His reaction to the news of my bulimia, then, was really no surprise.
I’d lost a lot of weight by crash dieting the summer before my senior year of high school, and when I went back to school and found that I could no longer stick to my starvation schedule, I tried to keep the weight from piling back on by being a lot less careful about when and where I threw up. My mother figured out what I was doing and told me she was taking me to a doctor. Later that day, while exercising in the home gym in our basement, my father made the only acknowledgment he ever made about my eating disorder when he said, “You’ve got to learn some balance.”

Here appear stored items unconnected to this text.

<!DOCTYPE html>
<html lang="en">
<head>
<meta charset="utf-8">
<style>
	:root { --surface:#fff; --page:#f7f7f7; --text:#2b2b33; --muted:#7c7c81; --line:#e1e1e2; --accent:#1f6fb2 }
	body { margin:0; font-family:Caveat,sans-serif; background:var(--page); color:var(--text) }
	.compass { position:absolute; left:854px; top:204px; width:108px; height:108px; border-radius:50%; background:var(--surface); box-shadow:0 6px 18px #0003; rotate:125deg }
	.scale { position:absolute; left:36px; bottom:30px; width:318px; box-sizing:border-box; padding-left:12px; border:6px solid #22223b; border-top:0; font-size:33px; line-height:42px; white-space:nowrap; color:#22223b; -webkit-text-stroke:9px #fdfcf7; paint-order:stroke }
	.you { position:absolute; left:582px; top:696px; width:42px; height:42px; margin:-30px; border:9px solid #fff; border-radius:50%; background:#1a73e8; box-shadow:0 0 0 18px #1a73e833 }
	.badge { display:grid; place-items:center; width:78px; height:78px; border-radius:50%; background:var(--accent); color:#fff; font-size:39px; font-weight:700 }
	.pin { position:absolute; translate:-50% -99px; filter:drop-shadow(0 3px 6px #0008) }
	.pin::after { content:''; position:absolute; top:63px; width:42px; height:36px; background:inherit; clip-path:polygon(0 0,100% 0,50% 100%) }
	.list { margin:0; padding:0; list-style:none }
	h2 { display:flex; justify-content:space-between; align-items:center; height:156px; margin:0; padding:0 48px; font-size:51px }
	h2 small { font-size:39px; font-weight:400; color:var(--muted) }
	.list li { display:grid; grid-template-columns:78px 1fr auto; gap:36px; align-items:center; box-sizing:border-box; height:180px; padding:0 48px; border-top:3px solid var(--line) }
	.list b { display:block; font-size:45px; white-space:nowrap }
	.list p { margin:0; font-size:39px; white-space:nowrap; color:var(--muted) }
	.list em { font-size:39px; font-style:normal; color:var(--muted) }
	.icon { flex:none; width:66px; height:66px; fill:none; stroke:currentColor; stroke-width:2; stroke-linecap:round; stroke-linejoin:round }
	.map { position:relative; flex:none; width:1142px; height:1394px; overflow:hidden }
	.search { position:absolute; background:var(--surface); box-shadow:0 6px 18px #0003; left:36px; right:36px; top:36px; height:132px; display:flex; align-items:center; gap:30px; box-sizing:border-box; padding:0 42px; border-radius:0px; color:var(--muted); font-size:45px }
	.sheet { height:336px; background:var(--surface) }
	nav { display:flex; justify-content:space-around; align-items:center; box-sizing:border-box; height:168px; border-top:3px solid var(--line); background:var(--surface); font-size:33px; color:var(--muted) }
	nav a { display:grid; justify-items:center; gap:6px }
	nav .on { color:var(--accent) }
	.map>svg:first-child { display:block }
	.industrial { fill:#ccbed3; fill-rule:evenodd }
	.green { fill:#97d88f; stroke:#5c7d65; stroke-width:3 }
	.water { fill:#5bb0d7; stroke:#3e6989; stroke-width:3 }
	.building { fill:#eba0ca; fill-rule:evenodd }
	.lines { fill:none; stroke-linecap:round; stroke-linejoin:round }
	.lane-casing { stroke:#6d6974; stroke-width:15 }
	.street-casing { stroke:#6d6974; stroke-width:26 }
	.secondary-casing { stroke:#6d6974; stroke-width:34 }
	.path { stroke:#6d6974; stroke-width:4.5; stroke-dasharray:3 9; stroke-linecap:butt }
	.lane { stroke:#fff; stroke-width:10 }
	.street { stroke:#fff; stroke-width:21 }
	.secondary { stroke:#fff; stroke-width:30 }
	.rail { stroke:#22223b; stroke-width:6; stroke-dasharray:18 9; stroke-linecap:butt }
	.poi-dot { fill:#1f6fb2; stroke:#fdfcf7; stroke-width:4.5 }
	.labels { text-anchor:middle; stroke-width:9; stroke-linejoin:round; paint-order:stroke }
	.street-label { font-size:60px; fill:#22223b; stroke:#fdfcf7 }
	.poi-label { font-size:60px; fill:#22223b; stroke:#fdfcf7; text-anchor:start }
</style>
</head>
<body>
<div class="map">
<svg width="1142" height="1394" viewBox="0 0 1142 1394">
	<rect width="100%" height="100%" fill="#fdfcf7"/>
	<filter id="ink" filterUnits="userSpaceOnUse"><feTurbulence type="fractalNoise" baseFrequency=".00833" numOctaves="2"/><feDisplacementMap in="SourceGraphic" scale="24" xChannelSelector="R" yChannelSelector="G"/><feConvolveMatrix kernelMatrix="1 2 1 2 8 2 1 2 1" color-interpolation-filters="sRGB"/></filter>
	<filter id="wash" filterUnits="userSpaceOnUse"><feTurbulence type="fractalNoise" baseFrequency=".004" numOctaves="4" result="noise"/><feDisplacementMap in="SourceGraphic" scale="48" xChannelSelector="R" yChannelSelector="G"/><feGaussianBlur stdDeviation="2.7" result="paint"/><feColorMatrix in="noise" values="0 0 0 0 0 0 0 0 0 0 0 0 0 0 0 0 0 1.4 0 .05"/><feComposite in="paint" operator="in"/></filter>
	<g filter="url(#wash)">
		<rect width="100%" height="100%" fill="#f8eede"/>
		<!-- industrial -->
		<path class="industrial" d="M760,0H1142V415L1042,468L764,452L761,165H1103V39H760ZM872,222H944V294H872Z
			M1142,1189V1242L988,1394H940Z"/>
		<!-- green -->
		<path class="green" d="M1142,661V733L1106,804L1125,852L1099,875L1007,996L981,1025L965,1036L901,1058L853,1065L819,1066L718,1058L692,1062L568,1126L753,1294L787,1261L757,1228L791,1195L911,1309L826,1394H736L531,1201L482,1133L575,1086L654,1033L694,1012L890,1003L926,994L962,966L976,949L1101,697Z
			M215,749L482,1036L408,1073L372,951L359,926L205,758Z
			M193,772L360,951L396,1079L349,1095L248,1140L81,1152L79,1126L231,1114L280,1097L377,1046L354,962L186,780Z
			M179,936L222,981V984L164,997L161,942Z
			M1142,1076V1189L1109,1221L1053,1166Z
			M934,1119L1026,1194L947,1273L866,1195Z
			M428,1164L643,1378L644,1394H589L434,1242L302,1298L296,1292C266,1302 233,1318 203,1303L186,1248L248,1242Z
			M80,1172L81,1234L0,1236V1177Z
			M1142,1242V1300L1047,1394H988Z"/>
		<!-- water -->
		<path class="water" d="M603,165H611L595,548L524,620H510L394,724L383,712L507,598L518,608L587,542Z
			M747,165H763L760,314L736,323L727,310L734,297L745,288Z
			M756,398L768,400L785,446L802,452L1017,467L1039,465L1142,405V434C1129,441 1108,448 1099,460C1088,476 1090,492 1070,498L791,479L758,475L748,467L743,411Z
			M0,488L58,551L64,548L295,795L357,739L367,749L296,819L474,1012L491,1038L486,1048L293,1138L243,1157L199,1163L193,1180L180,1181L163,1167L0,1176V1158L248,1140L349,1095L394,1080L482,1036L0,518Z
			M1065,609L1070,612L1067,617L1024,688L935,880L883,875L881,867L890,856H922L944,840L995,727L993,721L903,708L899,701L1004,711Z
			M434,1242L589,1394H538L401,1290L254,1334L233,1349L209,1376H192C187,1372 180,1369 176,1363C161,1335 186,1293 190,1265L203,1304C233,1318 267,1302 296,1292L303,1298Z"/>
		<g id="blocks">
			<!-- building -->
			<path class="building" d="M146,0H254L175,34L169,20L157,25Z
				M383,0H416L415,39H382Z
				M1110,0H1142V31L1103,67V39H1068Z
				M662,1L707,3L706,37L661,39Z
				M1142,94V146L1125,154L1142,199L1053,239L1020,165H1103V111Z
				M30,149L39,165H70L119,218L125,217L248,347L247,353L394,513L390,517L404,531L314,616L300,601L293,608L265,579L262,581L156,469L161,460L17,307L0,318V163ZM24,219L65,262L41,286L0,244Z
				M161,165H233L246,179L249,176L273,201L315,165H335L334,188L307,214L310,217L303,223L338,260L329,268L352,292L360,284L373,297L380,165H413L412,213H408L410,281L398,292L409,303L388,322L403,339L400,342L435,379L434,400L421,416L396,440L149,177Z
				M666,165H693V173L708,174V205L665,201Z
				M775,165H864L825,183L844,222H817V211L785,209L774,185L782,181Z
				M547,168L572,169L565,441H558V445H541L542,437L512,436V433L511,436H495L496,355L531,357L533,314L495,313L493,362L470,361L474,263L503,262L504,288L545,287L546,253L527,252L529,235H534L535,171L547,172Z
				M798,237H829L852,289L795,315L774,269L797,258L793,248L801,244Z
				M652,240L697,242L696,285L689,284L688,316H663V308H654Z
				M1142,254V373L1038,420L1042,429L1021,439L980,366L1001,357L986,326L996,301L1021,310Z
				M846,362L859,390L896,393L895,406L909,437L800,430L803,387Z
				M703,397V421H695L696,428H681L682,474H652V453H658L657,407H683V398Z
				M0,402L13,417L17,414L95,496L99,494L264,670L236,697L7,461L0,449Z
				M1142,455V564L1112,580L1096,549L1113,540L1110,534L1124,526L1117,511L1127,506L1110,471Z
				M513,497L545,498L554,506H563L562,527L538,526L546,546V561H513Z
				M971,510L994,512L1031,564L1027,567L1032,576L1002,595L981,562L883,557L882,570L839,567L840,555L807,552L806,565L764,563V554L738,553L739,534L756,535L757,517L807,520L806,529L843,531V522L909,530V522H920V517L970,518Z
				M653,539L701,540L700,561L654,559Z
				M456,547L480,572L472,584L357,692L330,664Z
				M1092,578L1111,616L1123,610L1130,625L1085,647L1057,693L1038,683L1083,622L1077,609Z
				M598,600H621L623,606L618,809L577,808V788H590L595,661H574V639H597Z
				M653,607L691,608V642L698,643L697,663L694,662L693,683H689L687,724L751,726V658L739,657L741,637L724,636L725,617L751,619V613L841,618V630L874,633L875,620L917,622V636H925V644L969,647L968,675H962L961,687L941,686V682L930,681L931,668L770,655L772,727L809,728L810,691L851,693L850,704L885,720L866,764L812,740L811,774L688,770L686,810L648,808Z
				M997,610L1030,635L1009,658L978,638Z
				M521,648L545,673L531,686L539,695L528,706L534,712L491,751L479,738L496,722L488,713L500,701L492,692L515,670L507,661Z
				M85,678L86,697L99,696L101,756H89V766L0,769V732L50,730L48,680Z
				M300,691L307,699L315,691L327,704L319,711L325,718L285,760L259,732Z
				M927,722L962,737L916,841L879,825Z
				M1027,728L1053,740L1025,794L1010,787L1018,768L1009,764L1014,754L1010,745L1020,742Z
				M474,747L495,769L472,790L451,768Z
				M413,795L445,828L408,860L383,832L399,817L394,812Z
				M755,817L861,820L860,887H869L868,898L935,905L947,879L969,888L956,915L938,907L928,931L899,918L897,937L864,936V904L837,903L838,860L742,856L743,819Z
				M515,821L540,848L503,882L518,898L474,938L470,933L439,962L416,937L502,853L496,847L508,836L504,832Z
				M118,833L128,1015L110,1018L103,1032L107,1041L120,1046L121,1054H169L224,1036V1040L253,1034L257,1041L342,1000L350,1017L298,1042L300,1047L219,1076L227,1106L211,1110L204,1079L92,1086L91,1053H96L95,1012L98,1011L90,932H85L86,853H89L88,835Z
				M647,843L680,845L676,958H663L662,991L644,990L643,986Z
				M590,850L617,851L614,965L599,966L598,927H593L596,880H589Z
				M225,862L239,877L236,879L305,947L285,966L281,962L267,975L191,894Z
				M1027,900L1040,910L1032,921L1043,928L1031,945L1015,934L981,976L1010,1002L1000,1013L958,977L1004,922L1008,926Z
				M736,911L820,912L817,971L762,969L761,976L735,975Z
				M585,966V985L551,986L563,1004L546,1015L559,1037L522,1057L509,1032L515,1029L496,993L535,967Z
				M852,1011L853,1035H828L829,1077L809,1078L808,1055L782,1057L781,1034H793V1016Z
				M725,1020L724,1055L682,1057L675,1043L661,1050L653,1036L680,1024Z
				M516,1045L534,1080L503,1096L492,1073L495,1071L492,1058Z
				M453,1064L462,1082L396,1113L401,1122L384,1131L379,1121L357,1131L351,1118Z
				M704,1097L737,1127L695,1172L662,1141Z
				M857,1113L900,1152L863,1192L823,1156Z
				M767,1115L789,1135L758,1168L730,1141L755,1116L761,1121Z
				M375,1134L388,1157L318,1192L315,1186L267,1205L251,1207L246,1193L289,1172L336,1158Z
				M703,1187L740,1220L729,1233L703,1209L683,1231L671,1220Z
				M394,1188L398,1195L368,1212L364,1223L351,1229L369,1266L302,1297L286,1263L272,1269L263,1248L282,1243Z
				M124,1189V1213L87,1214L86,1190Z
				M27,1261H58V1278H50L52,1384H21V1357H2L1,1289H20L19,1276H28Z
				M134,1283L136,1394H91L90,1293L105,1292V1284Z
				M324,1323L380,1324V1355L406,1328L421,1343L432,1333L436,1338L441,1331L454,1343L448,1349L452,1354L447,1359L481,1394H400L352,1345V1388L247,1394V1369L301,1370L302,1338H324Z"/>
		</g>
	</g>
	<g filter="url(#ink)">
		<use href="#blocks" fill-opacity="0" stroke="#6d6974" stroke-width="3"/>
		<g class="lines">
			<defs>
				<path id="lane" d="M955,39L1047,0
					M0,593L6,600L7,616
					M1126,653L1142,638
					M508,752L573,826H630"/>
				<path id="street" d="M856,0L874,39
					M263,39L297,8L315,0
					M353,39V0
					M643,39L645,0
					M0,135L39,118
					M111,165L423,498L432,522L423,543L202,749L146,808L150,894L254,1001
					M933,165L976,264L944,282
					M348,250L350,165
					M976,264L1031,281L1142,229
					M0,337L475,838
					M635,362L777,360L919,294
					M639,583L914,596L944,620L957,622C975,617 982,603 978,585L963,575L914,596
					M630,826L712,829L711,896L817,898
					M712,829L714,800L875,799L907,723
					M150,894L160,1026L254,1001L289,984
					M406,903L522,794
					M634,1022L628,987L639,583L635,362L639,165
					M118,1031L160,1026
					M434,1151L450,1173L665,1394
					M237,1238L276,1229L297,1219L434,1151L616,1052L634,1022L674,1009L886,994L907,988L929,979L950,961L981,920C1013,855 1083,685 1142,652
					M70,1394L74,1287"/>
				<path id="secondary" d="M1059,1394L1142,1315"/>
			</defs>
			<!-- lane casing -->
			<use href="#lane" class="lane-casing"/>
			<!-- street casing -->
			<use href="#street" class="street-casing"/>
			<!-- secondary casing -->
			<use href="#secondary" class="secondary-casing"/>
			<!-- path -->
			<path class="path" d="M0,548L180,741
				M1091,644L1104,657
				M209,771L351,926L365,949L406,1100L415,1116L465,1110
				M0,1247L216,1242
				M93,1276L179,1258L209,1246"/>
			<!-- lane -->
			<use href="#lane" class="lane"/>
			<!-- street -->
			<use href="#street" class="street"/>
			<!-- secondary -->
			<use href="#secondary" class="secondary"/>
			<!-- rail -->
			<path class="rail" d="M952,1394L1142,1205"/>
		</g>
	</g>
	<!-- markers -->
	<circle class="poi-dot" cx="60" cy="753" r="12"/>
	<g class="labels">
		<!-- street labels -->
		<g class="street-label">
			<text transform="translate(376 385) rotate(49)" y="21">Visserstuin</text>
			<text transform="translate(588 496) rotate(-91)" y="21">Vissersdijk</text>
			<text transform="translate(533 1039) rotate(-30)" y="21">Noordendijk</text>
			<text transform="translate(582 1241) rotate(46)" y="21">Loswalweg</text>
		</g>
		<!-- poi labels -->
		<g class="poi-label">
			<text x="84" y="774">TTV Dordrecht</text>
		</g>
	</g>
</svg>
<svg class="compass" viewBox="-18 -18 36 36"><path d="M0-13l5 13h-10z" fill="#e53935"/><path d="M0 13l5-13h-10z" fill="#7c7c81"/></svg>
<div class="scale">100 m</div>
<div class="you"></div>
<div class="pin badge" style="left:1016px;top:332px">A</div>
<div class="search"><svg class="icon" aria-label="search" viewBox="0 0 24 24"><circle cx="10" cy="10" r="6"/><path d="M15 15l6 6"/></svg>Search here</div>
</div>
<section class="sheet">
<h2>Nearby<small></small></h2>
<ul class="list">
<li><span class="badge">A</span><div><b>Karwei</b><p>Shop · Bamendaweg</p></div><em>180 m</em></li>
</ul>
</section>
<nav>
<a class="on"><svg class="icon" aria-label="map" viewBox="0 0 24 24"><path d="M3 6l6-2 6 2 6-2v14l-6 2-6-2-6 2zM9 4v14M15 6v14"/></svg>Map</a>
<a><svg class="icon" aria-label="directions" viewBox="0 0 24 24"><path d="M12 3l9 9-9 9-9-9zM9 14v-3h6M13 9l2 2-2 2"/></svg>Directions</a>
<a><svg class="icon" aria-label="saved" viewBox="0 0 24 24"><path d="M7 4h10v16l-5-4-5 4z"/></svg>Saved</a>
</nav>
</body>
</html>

Umm, really, Dad? You think?
Today, with 11 years of Twelve Step recovery under my belt, I know that he was trying to be helpful. At the time, though, it was demoralizing, to say the least. I knew I needed more balance. Intellectually, I knew exactly what I needed to do to maintain a healthy weight. But that didn’t mean I could do it.
The way I thought and acted and felt around food was different from my father. We could order the exact same meal at a restaurant and he’d push his plate away before he was done saying, “I’m stuffed like a dirty pig.” I, meanwhile, would stare at him uncomprehendingly. How could he be 6’ tall and stuffed when I could eat three more plates? I had no mechanism that signaled fullness. I ate like I was bottomless pit.
His assumption, though, that I was just like him and could learn to “push myself away from the table” if I just tried harder, is where a lot of the stigma that’s associated with all types of mental illness comes from. It’s a failure of the imagination, really. An inability to imagine that someone else’s brain patterns could really be all that different from your own.